UCSF DIABETES, ENDOCRINOLOGY & METABOLISM TRAINING PROGRAM FACULTY RESEARCH SUMMARIES

We use mouse molecular genetic, neurochemical and quantitative behavioral analysis approaches to examine the role of central serotonin systems in the regulation of complex behavioral and physiological processes. We are particularly interested in the contribution of central serotonin systems to the regulation of energy balance, patterns of physical activity and glucose homeostasis. One relevant focus of our work is on the role of 5-HT2C receptors in the regulation of food intake and its interaction with the leptin system in the regulation of glucose homeostasis. We are also exploring additional links between the central serotonin system and diabetes.
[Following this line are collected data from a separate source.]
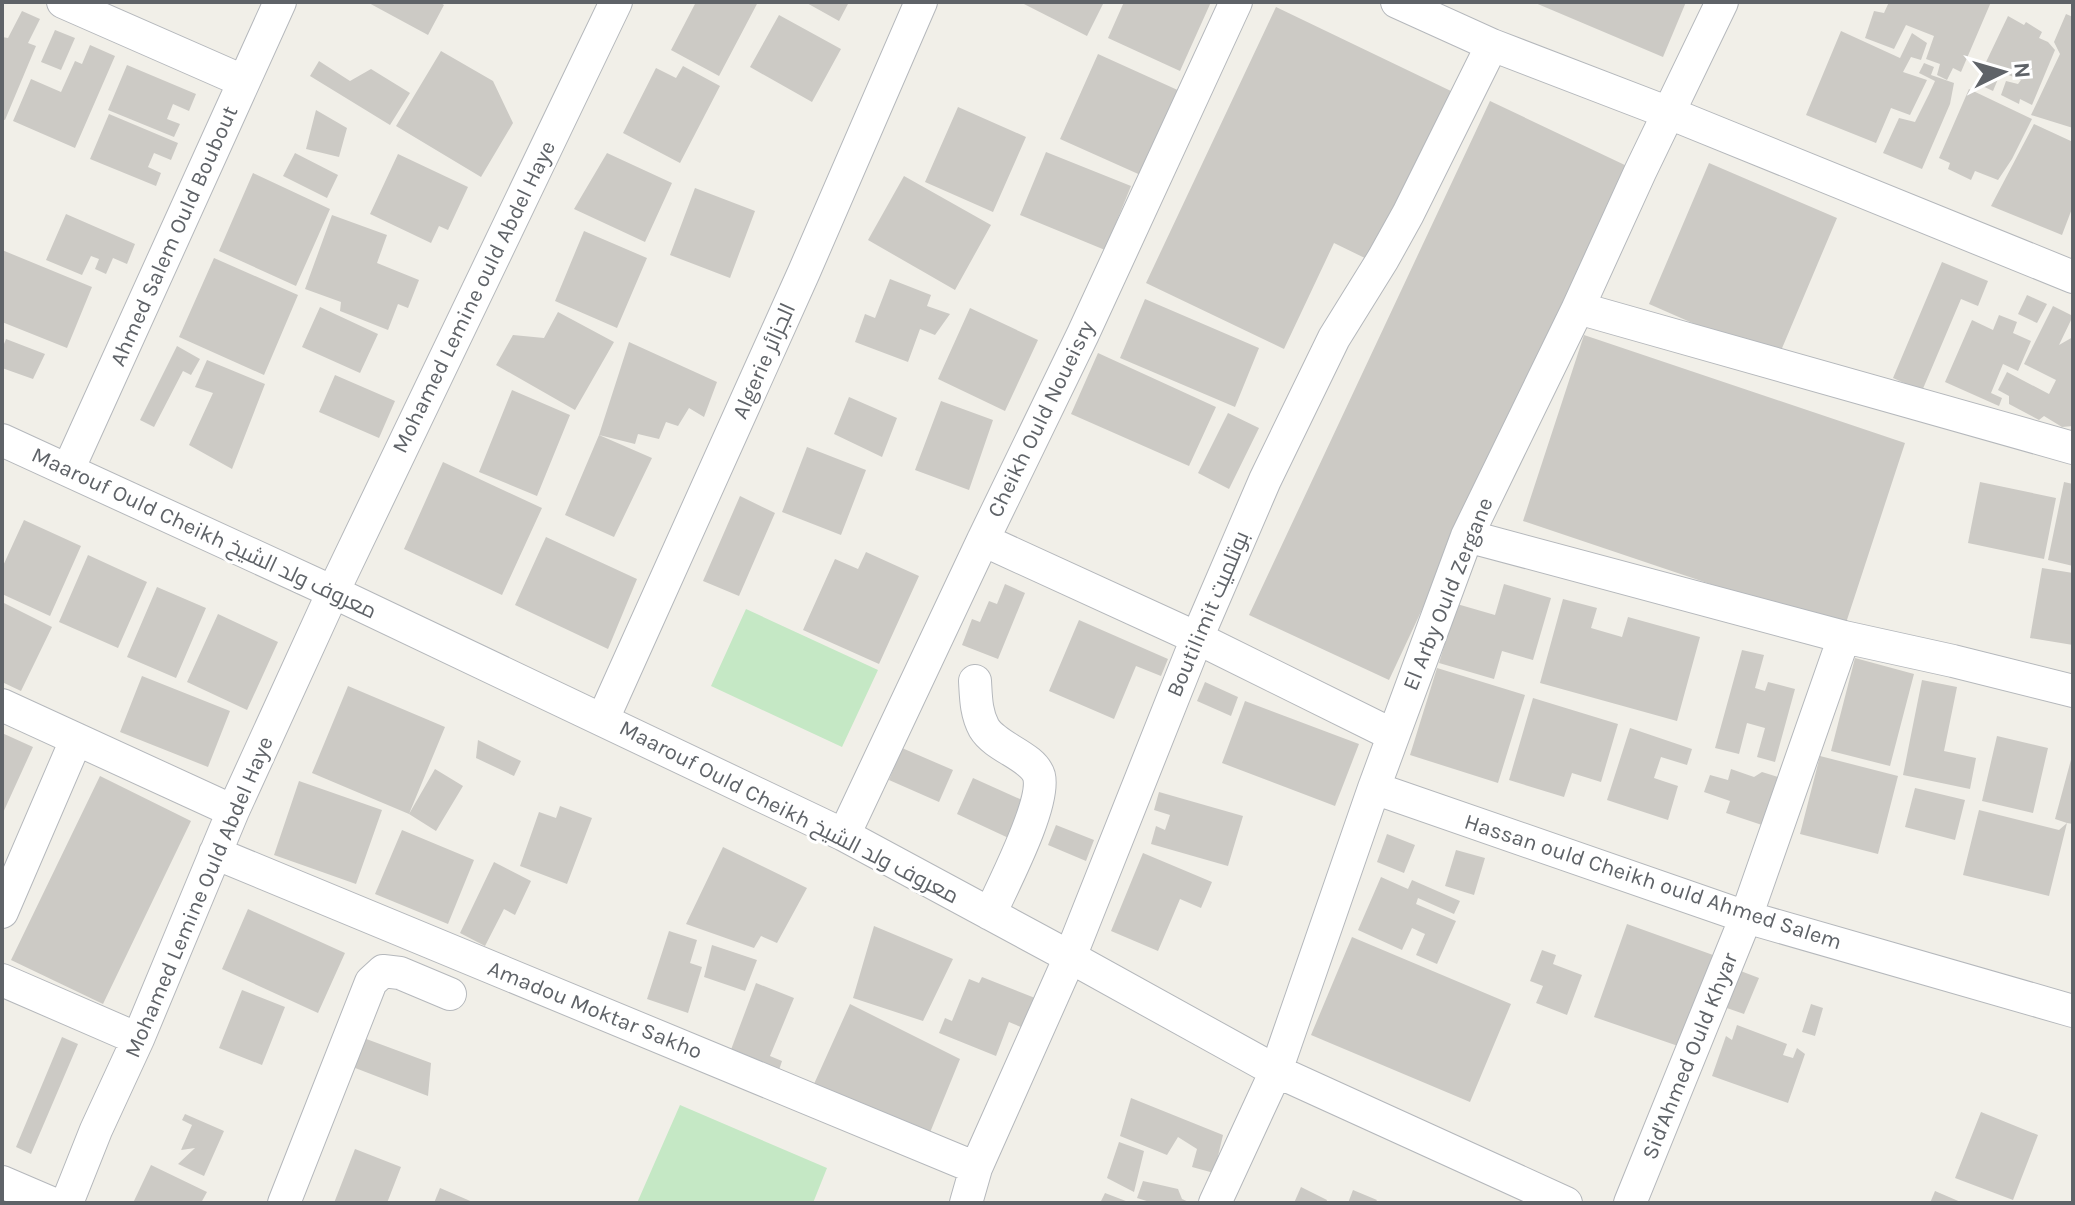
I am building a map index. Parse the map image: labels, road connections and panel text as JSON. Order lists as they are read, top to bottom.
{
  "streets": {
    "street": [
      "Ahmed Salem Ould Boubout",
      "Mohamed Lemine ould Abdel Haye",
      "Algerie الجزائر",
      "Cheikh Ould Noueisry",
      "Maarouf Ould Cheikh معروف ولد الشيخ",
      "El Arby Ould Zergane",
      "Boutilimit بوتلميت",
      "Hassan ould Cheikh ould Ahmed Salem",
      "Mohamed Lemine Ould Abdel Haye",
      "Amadou Moktar Sakho",
      "Sid'Ahmed Ould Khyar"
    ]
  },
  "crossings": [
    ["Ahmed Salem Ould Boubout", "Maarouf Ould Cheikh معروف ولد الشيخ"],
    ["Mohamed Lemine ould Abdel Haye", "Maarouf Ould Cheikh معروف ولد الشيخ"],
    ["Mohamed Lemine ould Abdel Haye", "Mohamed Lemine Ould Abdel Haye"],
    ["Algerie الجزائر", "Maarouf Ould Cheikh معروف ولد الشيخ"],
    ["Cheikh Ould Noueisry", "Maarouf Ould Cheikh معروف ولد الشيخ"],
    ["Maarouf Ould Cheikh معروف ولد الشيخ", "El Arby Ould Zergane"],
    ["Maarouf Ould Cheikh معروف ولد الشيخ", "Boutilimit بوتلميت"],
    ["Maarouf Ould Cheikh معروف ولد الشيخ", "Mohamed Lemine Ould Abdel Haye"],
    ["El Arby Ould Zergane", "Hassan ould Cheikh ould Ahmed Salem"],
    ["Boutilimit بوتلميت", "Amadou Moktar Sakho"],
    ["Hassan ould Cheikh ould Ahmed Salem", "Sid'Ahmed Ould Khyar"],
    ["Mohamed Lemine Ould Abdel Haye", "Amadou Moktar Sakho"]
  ],
  "north": "right"
}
We are exploring similarities in the developmental programs leading to the production of mature of beta cells and serotonin neurons. Serotonin neuron-specific genetic manipulations are in use to determine the extent to which these similarities reflect novel roles for serotonin systems in the coordinate regulation of feeding and substrate homeostasis, stress responses and mood.

Selected References

Nonogaki K, Abdallah L, Goulding EH, Bonasera SJ and Tecott LH. Hyperactivity and reduced energy cost of physical activity in serotonin 5-HT 2C receptor mutant mice. Diabetes , 52: 315-320, 2003.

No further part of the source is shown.